Tool Calling and MCP Integration#

NIM LLM supports OpenAI-compatible tool calling through vLLM’s tool calling engine. Tool calling lets models invoke external functions by returning structured tool calls instead of text responses, enabling integration with Model Context Protocol (MCP) servers and any client library that uses the OpenAI tools format.

Enable Tool Calling#

Tool calling requires two vLLM engine arguments: --enable-auto-tool-choice and a --tool-call-parser that matches your model. Pass these as CLI arguments to nim-serve:

docker run --gpus all \
  -e NIM_MODEL_PATH=hf://meta-llama/Llama-3.1-8B-Instruct \
  -p 8000:8000 \
  ${NIM_LLM_MODEL_FREE_IMAGE}:2.0.2 \
  nim-serve --enable-auto-tool-choice --tool-call-parser llama3_json

In environments where CLI arguments are not available, such as Kubernetes, use NIM_PASSTHROUGH_ARGS:

export NIM_PASSTHROUGH_ARGS="--enable-auto-tool-choice --tool-call-parser llama3_json"

Argument

Description

--enable-auto-tool-choice

Allows the model to choose between generating text or calling a tool. Required for tool calling.

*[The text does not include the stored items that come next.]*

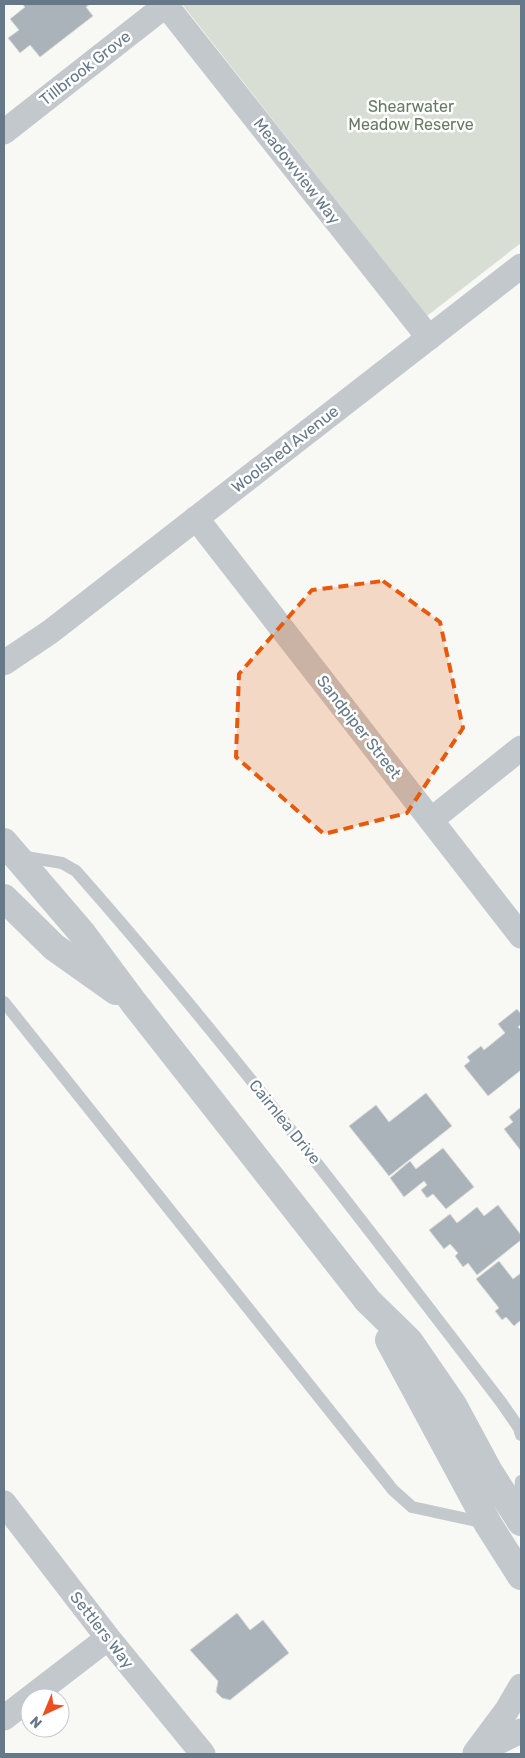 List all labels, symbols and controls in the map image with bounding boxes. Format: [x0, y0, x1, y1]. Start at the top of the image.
street label: Tillbrook Grove [36, 27, 134, 109]
park label: Shearwater Meadow Reserve [348, 97, 474, 134]
street label: Meadowview Way [250, 114, 344, 228]
street label: Woolshed Avenue [228, 401, 342, 497]
street label: Sandpiper Street [313, 672, 405, 782]
street label: Cairnlea Drive [245, 1076, 325, 1168]
street label: Settlers Way [66, 1588, 138, 1672]
north arrow [20, 1688, 70, 1738]
text: N [27, 1712, 46, 1732] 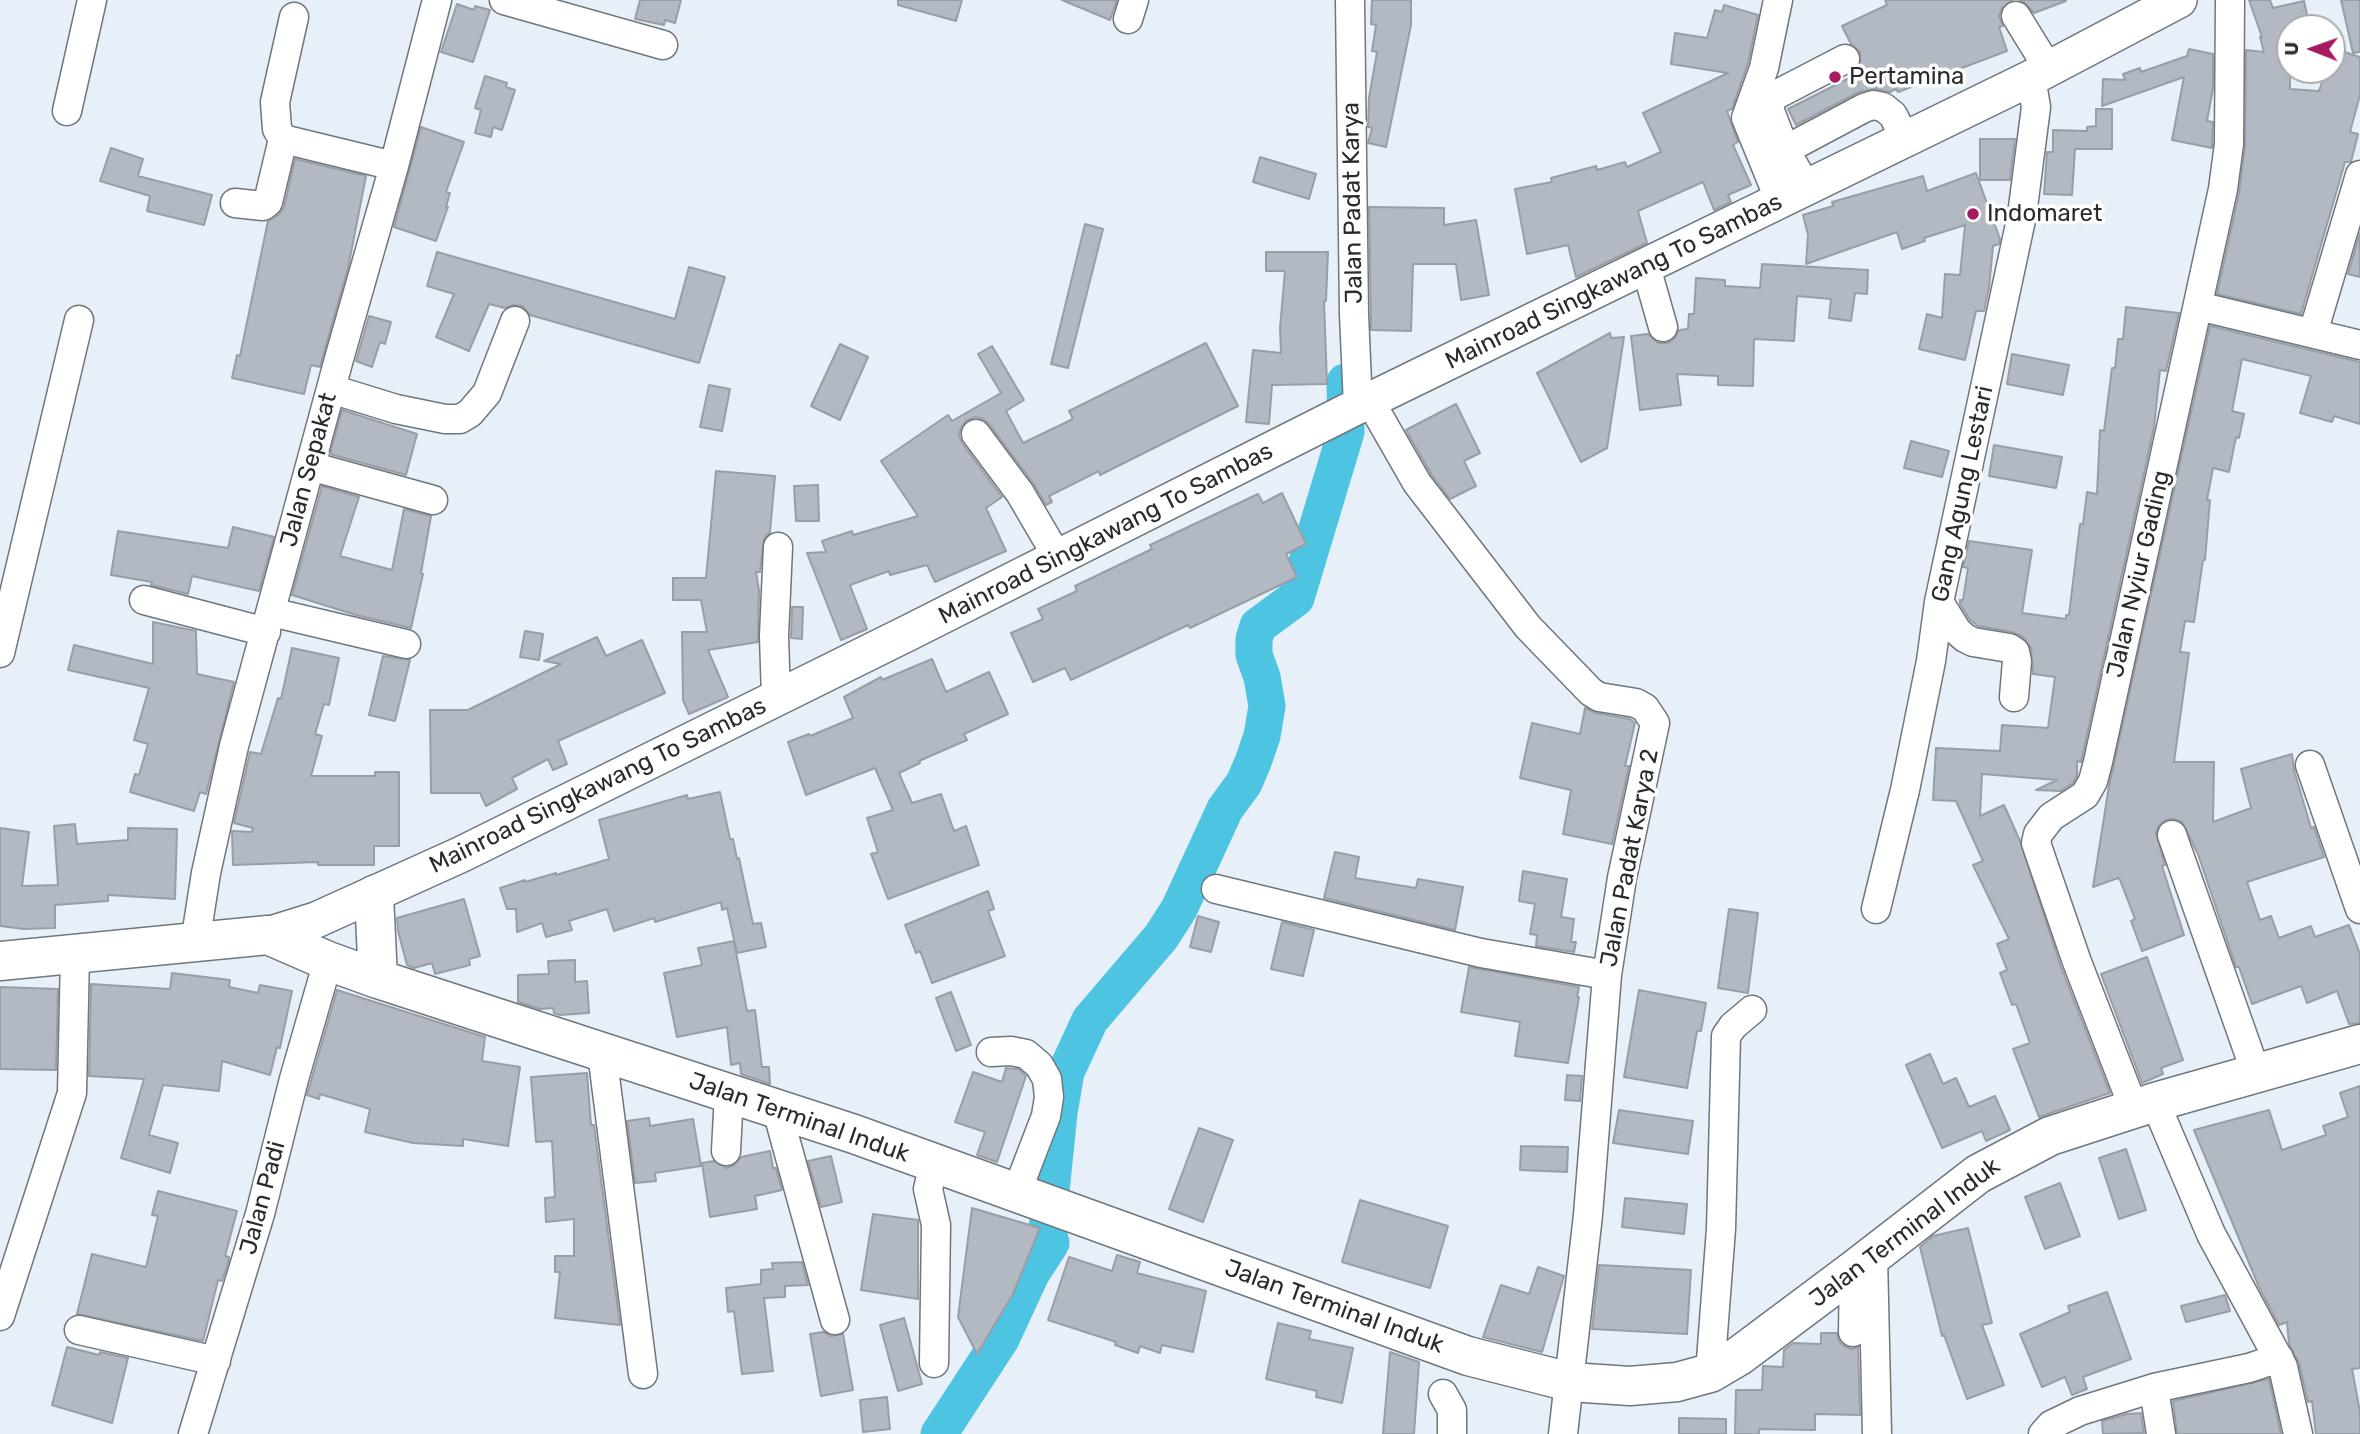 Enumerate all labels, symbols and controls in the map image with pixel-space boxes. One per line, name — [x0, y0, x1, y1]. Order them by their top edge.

--tool-call-parser <parser>

Parser for extracting tool calls from model output. Must match the model’s tool calling format (for example, llama3_json for Llama 3.1 and 3.3).

--tool-parser-plugin <module>

Python module path for a custom tool call parser plugin.

Both --enable-auto-tool-choice and --tool-call-parser are required together. For the full list of built-in parsers and supported models, refer to the vLLM tool calling documentation. For more information on how CLI arguments and NIM_PASSTHROUGH_ARGS work, refer to Advanced Configuration.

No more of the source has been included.